Occasionally, as Iria is flying her dempadan,   she comes under attack. When this happens, a shmup sequence starts and you can shoot your way through the enemies. These enemies often leave behind valuable items, so it's a good way to stock up on extra grenades and such. Her dempadan   can fold up so that she's lying straight, and this gives her speed. Fortunately, ammunition is unlimited during these mini-shmup sequences.

You can only equip three firearms and three options at a time. You start out with a basic pistol, but it doesn't do much damage. Eventually you can buy a rapid fire rifle and a powerful plasma cannon. For options, you can buy several types of grenades (such as rolling grenades, flying grenades, and mines) as well as accessories such as high-jump boots and wings. The wings are helpful in controlling where you land during freefall. Just push the button to activate the wings and you can glide gently to the ground and guide Iria to where you want her to land.

Having completed this game, I'll say that it does not require very much Japanese reading ability. But in some levels, Bob will give you directions to complete the mission, so knowing the kanji for left, right, up and down is essential. Also helpful is the kanji for kaidan (stairs). I suppose it's possible to have no Japanese-reading ability and guess your way through the game in trial-and-error, but you will have the most difficulty on the third level. This level is the most difficult to navigate through, especially if you can't read Japanese. So, I will give some guidance on this. The fourth computer room is particularly tricky to find. If I remember right, there is one elevator that will go up two levels. Jump off to the left before you reach the second stop up and keep going left to find the fourth room. Then you need to face the final boss back in the first computer room you probably found at the very beginning of the level. Finish off the big blob with grenades and guns and then kill the Zeiram face on the ceiling.

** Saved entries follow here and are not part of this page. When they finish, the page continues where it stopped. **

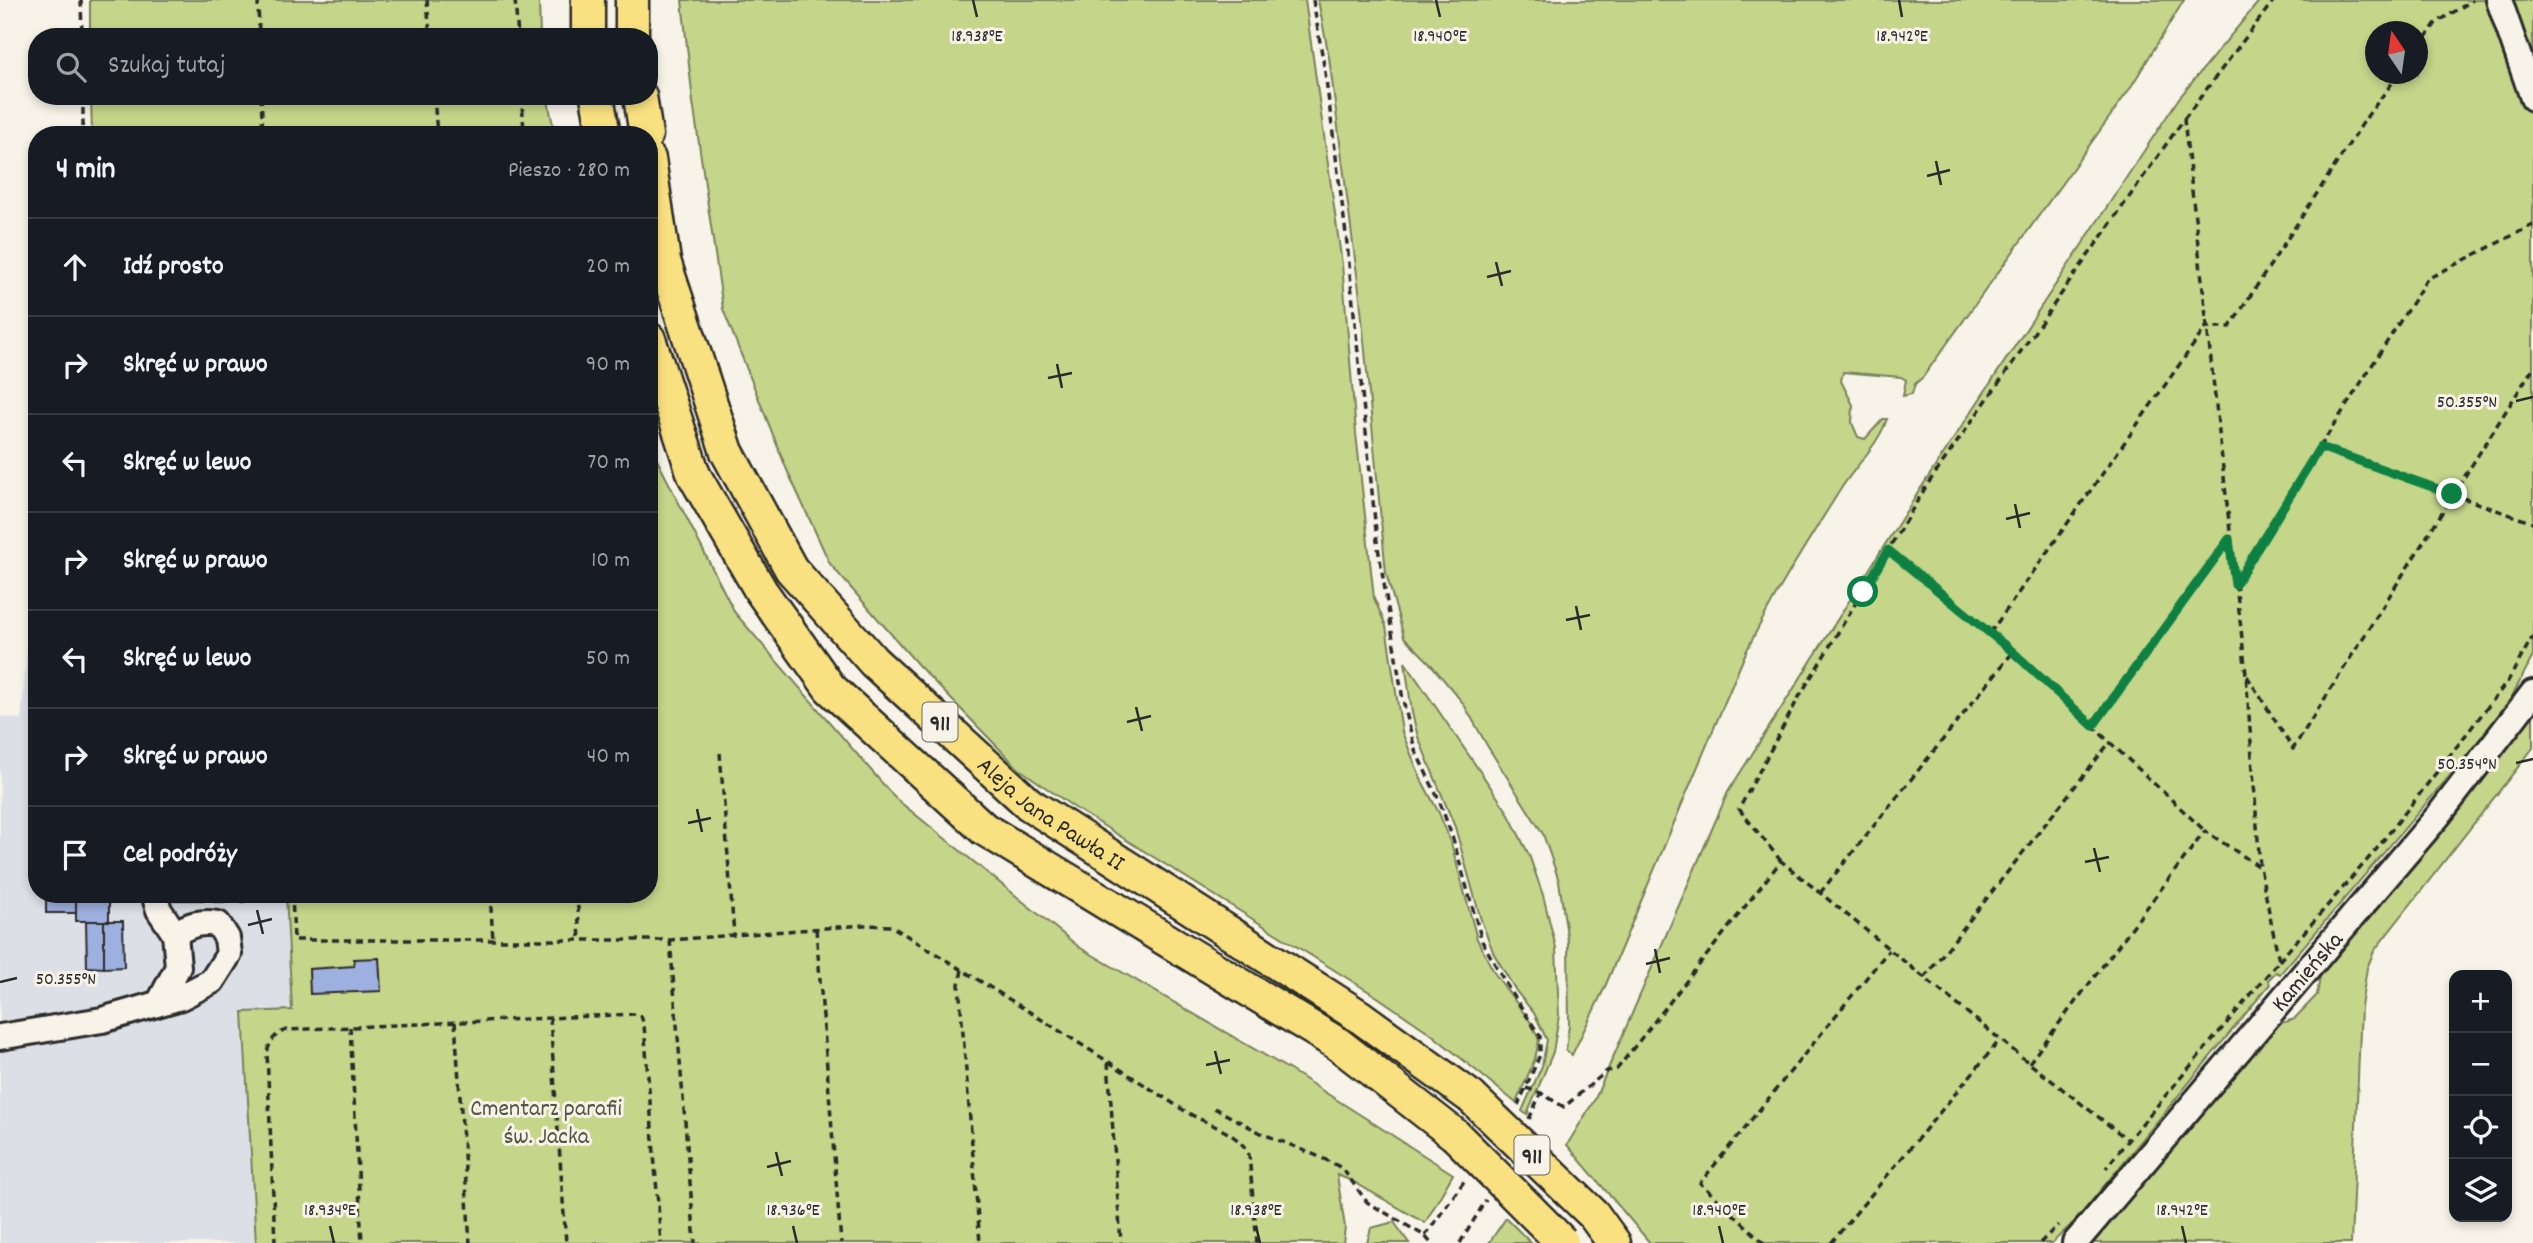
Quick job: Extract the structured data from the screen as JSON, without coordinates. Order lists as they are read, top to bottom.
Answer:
{
  "streets": {
    "main road": ["911", "Aleja Jana Pawła II"],
    "street": ["Kamieńska"]
  },
  "parks": ["Cmentarz parafii św. Jacka"],
  "north": "top",
  "page": {
    "search": "Szukaj tutaj",
    "heading": ["4 min", "Pieszo · 280 m"],
    "list": [
      ["Idź prosto", "20 m"],
      ["Skręć w prawo", "90 m"],
      ["Skręć w lewo", "70 m"],
      ["Skręć w prawo", "10 m"],
      ["Skręć w lewo", "50 m"],
      ["Skręć w prawo", "40 m"],
      "Cel podróży"
    ],
    "map_buttons": ["+", "−"]
  },
  "coordinates": [
    "18.938°E",
    "18.940°E",
    "18.942°E",
    "50.355°N",
    "50.354°N",
    "18.934°E",
    "18.936°E"
  ]
}
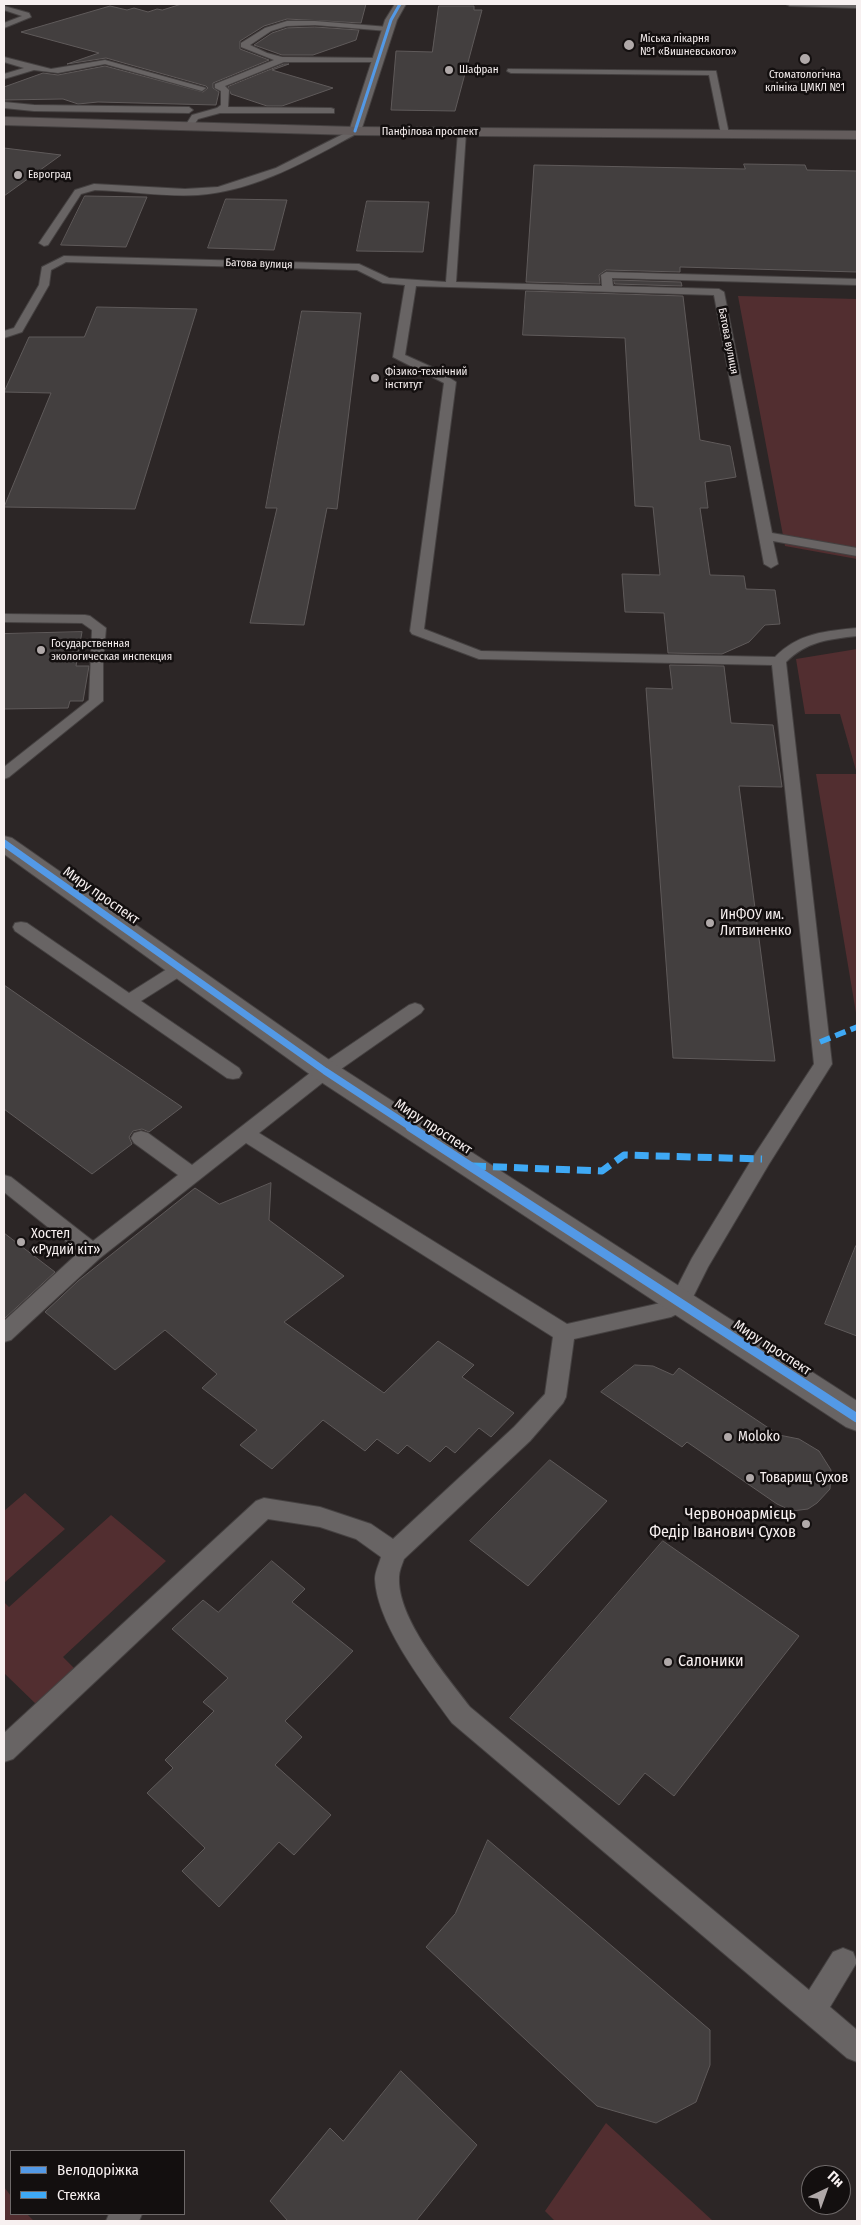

The game has great graphics, and is very well animated. Iria's hair blows in the wind, and her chest heaves as she breathes. The opening sequence alone is pretty cool.

Music is fairly memorable for this game, and it fits the action and emotion of the game rather well. Sounds such as gunshots, explosions, punches and the like are well done.

Challenge and replay:
This is a game I have enjoyed playing through several times. I just think it's a fun one to pick up every now and then.

The Good:
Aside from some minor gameplay issues, this is a solid platform game. The wide variety of weapons to choose from is excellent, and some items are more conducive to certain missions than others. I really enjoyed the randomized shmup sequences and I wish that I could encounter them more often, as they were fun and a great way to stock up on ammo. Also a nice plus is that there are no instant death pitfalls that are too often a cliche in platform games. Even falling from great heights does no damage. When you die, you start over at a checkpoint and you have several lives before you have to start all over from the beginning. But don't worry! That's what the continuation codes are for.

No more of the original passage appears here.